Rumor Has It: Employers Need To Be Wary of “No Gossip” Policies

January 30, 2014 | By Michael S. Pepperman

Although most employers would agree that gossip in the workplace is detrimental to employee morale and productivity, banning it could be a risky proposition. In a recent decision, Laurus Technical Institute, NLRB ALJ, No. 10-CA-093934 (Dec. 11, 2013), a National Labor Relations Board (“NLRB”) Administrative Law Judge ruled that a non-union employer’s “no gossip” policy contained in its employee handbook violated the National Labor Relations Act (“NLRA”). Despite the fact that the employer’s workforce was not unionized, its “no gossip” policy fell under the purview of the NLRA because it implicated an employee’s right to engage in protected concerted activity by limiting an employee’s ability to discuss the terms and conditions of employment with other employees. While certain types of employee conduct may be regulated in the workplace, the rumor mill may not be one of them.
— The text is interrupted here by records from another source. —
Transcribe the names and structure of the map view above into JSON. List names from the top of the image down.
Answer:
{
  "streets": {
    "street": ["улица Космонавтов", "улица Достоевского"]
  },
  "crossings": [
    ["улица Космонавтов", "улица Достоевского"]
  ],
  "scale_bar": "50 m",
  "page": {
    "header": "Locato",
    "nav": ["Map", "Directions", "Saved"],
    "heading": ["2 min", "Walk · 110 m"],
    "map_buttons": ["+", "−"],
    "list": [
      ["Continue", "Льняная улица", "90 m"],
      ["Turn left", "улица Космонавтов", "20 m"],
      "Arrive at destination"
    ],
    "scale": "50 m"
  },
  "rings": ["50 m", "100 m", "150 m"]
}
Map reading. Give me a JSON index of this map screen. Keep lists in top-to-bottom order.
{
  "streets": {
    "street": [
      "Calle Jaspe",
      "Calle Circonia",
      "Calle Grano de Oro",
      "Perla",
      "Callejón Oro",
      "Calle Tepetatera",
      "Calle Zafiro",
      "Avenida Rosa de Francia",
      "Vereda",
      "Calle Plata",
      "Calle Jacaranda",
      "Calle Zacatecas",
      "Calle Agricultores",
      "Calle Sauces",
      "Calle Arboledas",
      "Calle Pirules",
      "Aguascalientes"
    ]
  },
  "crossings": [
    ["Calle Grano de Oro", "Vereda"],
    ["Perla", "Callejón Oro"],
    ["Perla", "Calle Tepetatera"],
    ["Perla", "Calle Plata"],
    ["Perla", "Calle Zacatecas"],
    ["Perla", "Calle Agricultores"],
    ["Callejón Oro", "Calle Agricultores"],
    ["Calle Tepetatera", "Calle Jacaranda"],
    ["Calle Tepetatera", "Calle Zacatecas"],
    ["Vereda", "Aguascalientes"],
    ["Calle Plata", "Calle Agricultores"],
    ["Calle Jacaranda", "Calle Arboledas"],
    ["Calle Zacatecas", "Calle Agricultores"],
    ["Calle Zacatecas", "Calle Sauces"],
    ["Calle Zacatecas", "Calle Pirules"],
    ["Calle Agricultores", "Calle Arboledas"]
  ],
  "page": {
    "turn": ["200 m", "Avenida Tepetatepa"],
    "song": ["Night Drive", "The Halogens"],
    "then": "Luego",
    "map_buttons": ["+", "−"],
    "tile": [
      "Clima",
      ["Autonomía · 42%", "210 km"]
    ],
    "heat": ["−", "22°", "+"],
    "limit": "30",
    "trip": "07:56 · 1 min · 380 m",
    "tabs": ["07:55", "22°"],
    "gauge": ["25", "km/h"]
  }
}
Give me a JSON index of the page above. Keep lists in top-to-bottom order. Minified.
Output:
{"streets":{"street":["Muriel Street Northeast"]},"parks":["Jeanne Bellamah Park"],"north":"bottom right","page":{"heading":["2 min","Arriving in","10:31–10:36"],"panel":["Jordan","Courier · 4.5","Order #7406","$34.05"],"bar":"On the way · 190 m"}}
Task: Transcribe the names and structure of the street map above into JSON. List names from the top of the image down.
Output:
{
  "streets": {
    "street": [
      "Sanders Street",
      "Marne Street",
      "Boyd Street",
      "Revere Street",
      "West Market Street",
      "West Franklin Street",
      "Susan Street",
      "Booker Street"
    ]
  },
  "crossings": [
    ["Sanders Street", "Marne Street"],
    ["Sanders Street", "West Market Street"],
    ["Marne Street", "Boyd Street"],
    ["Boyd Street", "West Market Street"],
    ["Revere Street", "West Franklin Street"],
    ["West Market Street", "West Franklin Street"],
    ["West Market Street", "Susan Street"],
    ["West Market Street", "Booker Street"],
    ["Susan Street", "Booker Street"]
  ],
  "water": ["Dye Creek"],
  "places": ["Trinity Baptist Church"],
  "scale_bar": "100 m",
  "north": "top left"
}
Details of the “no gossip” policy

The employer’s “no gossip” policy stated, in pertinent part:

Gossip is not tolerated at Laurus Technical Institute. Employees that participate in or instigate gossip about the company, an employee, or customer will receive disciplinary action. Gossip is an activity that can drain, corrupt, distract and down-shift the company’s productivity, moral, and overall satisfaction. It has the potential to destroy an individual and is counterproductive to an organization. Most people involved in gossip may not intend to do harm, but gossip can have a negative impact as it has the potential to destroy a person’s or organization’s reputation and credibility.

The policy defined gossip as:

  • Talking about a person’s personal life when they are not present;
  • Talking about a person’s professional life without his/her supervisor present;
  • Negative, or untrue, or disparaging comments or criticisms of another person or persons;
  • Creating, sharing, or repeating information that can injure a person’s credibility or reputation;
  • Creating, sharing, or repeating a rumor about another person; or
  • Creating, sharing or repeating a rumor that is overheard or hearsay.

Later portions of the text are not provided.